-- Input for this task --
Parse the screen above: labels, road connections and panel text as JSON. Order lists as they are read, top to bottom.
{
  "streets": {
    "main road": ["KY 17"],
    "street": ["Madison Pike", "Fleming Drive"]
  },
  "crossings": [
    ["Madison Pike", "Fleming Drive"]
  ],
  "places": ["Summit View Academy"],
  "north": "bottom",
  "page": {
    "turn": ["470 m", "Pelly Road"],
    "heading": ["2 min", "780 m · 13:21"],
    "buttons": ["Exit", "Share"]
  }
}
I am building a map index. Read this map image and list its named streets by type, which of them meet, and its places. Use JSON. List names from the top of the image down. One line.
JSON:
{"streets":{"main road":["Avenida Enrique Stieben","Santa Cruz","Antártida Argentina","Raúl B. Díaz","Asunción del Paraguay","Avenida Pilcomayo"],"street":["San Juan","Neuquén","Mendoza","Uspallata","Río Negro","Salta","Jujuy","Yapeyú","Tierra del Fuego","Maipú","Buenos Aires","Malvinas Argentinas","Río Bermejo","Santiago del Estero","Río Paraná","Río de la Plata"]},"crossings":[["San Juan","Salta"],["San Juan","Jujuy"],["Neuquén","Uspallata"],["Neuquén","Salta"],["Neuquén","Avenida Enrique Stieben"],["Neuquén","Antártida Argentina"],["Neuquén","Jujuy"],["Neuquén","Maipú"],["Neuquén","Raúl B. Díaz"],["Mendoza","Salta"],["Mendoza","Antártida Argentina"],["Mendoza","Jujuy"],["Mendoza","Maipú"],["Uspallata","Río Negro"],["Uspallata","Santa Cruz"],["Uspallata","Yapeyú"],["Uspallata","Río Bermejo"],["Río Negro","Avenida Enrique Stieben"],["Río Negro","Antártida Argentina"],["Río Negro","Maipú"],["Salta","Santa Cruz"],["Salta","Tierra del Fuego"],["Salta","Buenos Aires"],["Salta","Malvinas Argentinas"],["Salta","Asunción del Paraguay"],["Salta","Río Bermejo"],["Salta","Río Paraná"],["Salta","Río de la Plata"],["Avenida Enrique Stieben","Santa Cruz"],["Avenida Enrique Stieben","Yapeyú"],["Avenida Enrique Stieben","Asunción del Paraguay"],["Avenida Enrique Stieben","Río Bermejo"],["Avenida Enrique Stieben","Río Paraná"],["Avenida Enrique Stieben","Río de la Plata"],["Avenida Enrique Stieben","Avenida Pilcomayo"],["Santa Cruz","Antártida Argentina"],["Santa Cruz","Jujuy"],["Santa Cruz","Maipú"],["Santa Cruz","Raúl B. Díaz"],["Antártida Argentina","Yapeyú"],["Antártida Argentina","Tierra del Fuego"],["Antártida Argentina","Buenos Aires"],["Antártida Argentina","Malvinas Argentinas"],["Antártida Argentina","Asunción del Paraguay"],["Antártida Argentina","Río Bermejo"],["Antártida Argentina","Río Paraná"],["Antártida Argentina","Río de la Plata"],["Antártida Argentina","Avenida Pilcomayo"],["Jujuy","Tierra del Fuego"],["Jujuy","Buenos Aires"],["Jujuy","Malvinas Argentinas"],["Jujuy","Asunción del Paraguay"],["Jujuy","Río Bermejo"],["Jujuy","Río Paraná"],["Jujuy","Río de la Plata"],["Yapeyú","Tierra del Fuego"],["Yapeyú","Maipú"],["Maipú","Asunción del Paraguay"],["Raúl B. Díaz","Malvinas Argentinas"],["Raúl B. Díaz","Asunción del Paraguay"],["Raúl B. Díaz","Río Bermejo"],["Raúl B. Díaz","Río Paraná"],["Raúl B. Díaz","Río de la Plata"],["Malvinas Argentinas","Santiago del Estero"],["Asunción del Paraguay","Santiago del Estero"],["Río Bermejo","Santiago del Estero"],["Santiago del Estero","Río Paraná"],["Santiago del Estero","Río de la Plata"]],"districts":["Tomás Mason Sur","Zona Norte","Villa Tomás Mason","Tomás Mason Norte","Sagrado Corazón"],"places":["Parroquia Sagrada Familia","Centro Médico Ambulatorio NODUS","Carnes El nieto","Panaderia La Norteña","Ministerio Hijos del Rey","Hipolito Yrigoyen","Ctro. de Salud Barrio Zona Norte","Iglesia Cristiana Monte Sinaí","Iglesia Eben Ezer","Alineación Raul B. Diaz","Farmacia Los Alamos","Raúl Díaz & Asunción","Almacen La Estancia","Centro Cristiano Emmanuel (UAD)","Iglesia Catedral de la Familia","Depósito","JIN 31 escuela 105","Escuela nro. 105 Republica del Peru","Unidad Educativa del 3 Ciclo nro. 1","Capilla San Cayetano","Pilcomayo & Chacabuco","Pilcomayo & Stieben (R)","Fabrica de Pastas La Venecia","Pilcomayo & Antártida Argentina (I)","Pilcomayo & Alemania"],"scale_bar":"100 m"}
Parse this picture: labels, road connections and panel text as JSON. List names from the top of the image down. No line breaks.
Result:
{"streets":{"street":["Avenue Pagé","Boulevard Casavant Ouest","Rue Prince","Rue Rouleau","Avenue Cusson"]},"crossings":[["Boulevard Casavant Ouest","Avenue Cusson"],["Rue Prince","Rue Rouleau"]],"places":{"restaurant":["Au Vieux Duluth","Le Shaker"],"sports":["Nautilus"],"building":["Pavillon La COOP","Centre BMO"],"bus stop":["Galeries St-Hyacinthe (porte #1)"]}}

-- Your task --
Could you repeat the listing above, exactly as it is shown?

-- Task answer --
Parse the screen above: labels, road connections and panel text as JSON. Order lists as they are read, top to bottom.
{
  "streets": {
    "main road": ["KY 17"],
    "street": ["Madison Pike", "Fleming Drive"]
  },
  "crossings": [
    ["Madison Pike", "Fleming Drive"]
  ],
  "places": ["Summit View Academy"],
  "north": "bottom",
  "page": {
    "turn": ["470 m", "Pelly Road"],
    "heading": ["2 min", "780 m · 13:21"],
    "buttons": ["Exit", "Share"]
  }
}
I am building a map index. Read this map image and list its named streets by type, which of them meet, and its places. Use JSON. List names from the top of the image down. One line.
JSON:
{"streets":{"main road":["Avenida Enrique Stieben","Santa Cruz","Antártida Argentina","Raúl B. Díaz","Asunción del Paraguay","Avenida Pilcomayo"],"street":["San Juan","Neuquén","Mendoza","Uspallata","Río Negro","Salta","Jujuy","Yapeyú","Tierra del Fuego","Maipú","Buenos Aires","Malvinas Argentinas","Río Bermejo","Santiago del Estero","Río Paraná","Río de la Plata"]},"crossings":[["San Juan","Salta"],["San Juan","Jujuy"],["Neuquén","Uspallata"],["Neuquén","Salta"],["Neuquén","Avenida Enrique Stieben"],["Neuquén","Antártida Argentina"],["Neuquén","Jujuy"],["Neuquén","Maipú"],["Neuquén","Raúl B. Díaz"],["Mendoza","Salta"],["Mendoza","Antártida Argentina"],["Mendoza","Jujuy"],["Mendoza","Maipú"],["Uspallata","Río Negro"],["Uspallata","Santa Cruz"],["Uspallata","Yapeyú"],["Uspallata","Río Bermejo"],["Río Negro","Avenida Enrique Stieben"],["Río Negro","Antártida Argentina"],["Río Negro","Maipú"],["Salta","Santa Cruz"],["Salta","Tierra del Fuego"],["Salta","Buenos Aires"],["Salta","Malvinas Argentinas"],["Salta","Asunción del Paraguay"],["Salta","Río Bermejo"],["Salta","Río Paraná"],["Salta","Río de la Plata"],["Avenida Enrique Stieben","Santa Cruz"],["Avenida Enrique Stieben","Yapeyú"],["Avenida Enrique Stieben","Asunción del Paraguay"],["Avenida Enrique Stieben","Río Bermejo"],["Avenida Enrique Stieben","Río Paraná"],["Avenida Enrique Stieben","Río de la Plata"],["Avenida Enrique Stieben","Avenida Pilcomayo"],["Santa Cruz","Antártida Argentina"],["Santa Cruz","Jujuy"],["Santa Cruz","Maipú"],["Santa Cruz","Raúl B. Díaz"],["Antártida Argentina","Yapeyú"],["Antártida Argentina","Tierra del Fuego"],["Antártida Argentina","Buenos Aires"],["Antártida Argentina","Malvinas Argentinas"],["Antártida Argentina","Asunción del Paraguay"],["Antártida Argentina","Río Bermejo"],["Antártida Argentina","Río Paraná"],["Antártida Argentina","Río de la Plata"],["Antártida Argentina","Avenida Pilcomayo"],["Jujuy","Tierra del Fuego"],["Jujuy","Buenos Aires"],["Jujuy","Malvinas Argentinas"],["Jujuy","Asunción del Paraguay"],["Jujuy","Río Bermejo"],["Jujuy","Río Paraná"],["Jujuy","Río de la Plata"],["Yapeyú","Tierra del Fuego"],["Yapeyú","Maipú"],["Maipú","Asunción del Paraguay"],["Raúl B. Díaz","Malvinas Argentinas"],["Raúl B. Díaz","Asunción del Paraguay"],["Raúl B. Díaz","Río Bermejo"],["Raúl B. Díaz","Río Paraná"],["Raúl B. Díaz","Río de la Plata"],["Malvinas Argentinas","Santiago del Estero"],["Asunción del Paraguay","Santiago del Estero"],["Río Bermejo","Santiago del Estero"],["Santiago del Estero","Río Paraná"],["Santiago del Estero","Río de la Plata"]],"districts":["Tomás Mason Sur","Zona Norte","Villa Tomás Mason","Tomás Mason Norte","Sagrado Corazón"],"places":["Parroquia Sagrada Familia","Centro Médico Ambulatorio NODUS","Carnes El nieto","Panaderia La Norteña","Ministerio Hijos del Rey","Hipolito Yrigoyen","Ctro. de Salud Barrio Zona Norte","Iglesia Cristiana Monte Sinaí","Iglesia Eben Ezer","Alineación Raul B. Diaz","Farmacia Los Alamos","Raúl Díaz & Asunción","Almacen La Estancia","Centro Cristiano Emmanuel (UAD)","Iglesia Catedral de la Familia","Depósito","JIN 31 escuela 105","Escuela nro. 105 Republica del Peru","Unidad Educativa del 3 Ciclo nro. 1","Capilla San Cayetano","Pilcomayo & Chacabuco","Pilcomayo & Stieben (R)","Fabrica de Pastas La Venecia","Pilcomayo & Antártida Argentina (I)","Pilcomayo & Alemania"],"scale_bar":"100 m"}
Parse this picture: labels, road connections and panel text as JSON. List names from the top of the image down. No line breaks.
Result:
{"streets":{"street":["Avenue Pagé","Boulevard Casavant Ouest","Rue Prince","Rue Rouleau","Avenue Cusson"]},"crossings":[["Boulevard Casavant Ouest","Avenue Cusson"],["Rue Prince","Rue Rouleau"]],"places":{"restaurant":["Au Vieux Duluth","Le Shaker"],"sports":["Nautilus"],"building":["Pavillon La COOP","Centre BMO"],"bus stop":["Galeries St-Hyacinthe (porte #1)"]}}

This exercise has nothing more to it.